The task:
Could you please return each line of the data that has the word "STEVENS"?

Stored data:
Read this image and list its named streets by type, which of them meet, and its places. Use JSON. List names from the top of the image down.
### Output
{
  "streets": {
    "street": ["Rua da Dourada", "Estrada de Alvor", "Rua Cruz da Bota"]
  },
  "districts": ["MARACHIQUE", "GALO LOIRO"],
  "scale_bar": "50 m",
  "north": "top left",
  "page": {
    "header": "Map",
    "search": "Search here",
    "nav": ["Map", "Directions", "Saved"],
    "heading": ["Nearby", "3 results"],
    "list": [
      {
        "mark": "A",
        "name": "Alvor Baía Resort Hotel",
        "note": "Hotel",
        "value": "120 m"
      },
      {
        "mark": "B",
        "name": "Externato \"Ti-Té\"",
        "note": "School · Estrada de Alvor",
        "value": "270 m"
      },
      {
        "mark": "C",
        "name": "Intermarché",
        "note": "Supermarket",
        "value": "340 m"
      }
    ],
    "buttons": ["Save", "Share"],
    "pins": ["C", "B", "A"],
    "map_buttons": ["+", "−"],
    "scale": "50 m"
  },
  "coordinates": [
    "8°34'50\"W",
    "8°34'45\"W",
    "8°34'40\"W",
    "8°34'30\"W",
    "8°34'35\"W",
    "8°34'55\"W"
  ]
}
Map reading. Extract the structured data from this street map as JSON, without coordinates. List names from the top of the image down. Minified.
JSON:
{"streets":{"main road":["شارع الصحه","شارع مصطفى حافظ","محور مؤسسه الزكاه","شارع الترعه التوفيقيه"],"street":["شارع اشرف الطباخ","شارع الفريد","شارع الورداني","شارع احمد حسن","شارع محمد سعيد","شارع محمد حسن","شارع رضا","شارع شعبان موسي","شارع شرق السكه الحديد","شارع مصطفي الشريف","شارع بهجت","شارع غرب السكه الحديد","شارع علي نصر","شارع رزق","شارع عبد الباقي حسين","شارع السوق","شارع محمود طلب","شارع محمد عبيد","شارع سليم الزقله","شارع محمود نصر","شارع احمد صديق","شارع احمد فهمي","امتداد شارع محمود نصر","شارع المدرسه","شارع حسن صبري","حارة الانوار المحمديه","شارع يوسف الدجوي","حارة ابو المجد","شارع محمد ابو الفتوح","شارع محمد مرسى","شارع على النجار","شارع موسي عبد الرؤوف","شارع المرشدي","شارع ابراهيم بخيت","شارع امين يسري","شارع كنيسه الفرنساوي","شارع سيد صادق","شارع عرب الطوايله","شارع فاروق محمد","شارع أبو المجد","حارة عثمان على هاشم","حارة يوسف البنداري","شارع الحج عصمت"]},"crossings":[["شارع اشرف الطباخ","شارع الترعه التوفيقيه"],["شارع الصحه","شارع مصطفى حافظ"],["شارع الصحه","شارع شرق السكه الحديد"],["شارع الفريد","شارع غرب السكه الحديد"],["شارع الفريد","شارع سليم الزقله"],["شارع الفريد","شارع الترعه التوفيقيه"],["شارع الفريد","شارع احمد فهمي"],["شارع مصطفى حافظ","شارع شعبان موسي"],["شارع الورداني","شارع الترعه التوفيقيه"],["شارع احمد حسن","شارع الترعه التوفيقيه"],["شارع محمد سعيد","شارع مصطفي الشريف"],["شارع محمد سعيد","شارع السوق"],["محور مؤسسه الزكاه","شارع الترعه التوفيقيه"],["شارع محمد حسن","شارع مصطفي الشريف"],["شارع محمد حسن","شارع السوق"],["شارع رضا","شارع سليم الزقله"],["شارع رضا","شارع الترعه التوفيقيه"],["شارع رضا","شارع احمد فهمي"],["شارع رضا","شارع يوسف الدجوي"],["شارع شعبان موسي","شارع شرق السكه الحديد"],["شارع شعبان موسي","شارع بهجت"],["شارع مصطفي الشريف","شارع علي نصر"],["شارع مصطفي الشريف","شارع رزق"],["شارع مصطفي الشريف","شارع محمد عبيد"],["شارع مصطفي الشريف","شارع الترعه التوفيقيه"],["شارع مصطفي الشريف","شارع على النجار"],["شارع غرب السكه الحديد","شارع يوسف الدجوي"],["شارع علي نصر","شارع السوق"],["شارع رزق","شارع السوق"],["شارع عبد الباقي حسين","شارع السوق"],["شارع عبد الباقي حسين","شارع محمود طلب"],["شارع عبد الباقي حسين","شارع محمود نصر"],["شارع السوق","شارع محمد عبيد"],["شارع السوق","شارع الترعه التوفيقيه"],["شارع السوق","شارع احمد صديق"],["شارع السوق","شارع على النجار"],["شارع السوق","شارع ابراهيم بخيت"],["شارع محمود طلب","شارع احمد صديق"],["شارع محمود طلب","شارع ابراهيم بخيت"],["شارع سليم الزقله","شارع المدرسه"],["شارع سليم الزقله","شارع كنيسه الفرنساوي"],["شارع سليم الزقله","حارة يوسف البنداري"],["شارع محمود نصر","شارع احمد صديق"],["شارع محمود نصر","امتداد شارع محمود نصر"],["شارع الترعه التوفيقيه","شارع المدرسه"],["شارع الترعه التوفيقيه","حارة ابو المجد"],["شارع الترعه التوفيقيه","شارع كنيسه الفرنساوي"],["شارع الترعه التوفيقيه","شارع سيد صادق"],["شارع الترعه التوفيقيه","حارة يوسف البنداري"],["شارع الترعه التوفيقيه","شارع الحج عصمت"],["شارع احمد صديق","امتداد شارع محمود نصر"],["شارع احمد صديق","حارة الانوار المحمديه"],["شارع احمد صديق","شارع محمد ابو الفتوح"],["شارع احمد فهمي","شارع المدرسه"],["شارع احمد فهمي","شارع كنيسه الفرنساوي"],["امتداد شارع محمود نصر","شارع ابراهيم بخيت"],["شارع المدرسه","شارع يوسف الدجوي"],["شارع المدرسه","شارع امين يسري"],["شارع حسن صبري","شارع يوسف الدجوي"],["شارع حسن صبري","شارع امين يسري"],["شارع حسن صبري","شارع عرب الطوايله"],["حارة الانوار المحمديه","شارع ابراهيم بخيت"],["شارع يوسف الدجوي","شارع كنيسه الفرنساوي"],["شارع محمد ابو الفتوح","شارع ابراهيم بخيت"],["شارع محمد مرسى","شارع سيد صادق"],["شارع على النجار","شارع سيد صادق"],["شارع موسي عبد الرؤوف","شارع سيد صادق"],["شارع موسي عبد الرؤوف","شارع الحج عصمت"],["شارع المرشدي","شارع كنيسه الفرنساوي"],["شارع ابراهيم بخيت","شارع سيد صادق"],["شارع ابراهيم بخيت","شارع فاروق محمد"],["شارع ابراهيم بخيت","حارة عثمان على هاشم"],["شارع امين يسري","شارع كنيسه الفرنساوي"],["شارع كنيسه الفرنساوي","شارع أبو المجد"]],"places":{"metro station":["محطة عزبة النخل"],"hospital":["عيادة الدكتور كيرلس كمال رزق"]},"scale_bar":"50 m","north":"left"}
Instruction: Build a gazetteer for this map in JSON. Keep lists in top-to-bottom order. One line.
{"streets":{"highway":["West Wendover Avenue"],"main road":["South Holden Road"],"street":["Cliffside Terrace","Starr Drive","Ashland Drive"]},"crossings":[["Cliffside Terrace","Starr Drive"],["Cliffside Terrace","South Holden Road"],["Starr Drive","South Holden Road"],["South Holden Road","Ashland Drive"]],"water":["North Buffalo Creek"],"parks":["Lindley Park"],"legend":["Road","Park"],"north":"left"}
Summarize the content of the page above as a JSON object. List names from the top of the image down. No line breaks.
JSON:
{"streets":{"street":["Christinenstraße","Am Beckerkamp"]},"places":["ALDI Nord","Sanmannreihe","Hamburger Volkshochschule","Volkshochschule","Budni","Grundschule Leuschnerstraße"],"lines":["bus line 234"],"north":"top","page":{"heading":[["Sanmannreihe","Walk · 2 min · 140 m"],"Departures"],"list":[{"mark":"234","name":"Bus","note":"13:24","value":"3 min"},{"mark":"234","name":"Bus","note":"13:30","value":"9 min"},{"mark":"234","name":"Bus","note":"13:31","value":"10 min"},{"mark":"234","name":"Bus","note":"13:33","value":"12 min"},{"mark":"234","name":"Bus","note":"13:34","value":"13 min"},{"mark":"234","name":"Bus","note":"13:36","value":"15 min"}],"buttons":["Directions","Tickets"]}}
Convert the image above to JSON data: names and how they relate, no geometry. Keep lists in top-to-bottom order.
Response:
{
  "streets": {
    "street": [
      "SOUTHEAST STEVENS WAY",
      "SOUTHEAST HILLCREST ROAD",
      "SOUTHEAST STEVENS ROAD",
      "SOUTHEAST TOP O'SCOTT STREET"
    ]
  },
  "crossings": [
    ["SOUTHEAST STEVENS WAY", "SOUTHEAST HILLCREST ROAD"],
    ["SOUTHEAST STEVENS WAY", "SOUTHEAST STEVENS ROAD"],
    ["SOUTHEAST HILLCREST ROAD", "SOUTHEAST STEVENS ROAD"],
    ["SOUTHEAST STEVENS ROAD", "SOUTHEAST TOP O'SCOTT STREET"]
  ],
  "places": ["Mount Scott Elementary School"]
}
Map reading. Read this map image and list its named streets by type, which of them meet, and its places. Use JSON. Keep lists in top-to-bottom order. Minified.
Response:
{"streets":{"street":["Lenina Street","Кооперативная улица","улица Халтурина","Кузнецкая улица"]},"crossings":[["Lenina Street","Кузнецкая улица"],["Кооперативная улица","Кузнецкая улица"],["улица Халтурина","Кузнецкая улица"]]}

Result below:
      "SOUTHEAST STEVENS WAY",
      "SOUTHEAST STEVENS ROAD",
    ["SOUTHEAST STEVENS WAY", "SOUTHEAST HILLCREST ROAD"],
    ["SOUTHEAST STEVENS WAY", "SOUTHEAST STEVENS ROAD"],
    ["SOUTHEAST HILLCREST ROAD", "SOUTHEAST STEVENS ROAD"],
    ["SOUTHEAST STEVENS ROAD", "SOUTHEAST TOP O'SCOTT STREET"]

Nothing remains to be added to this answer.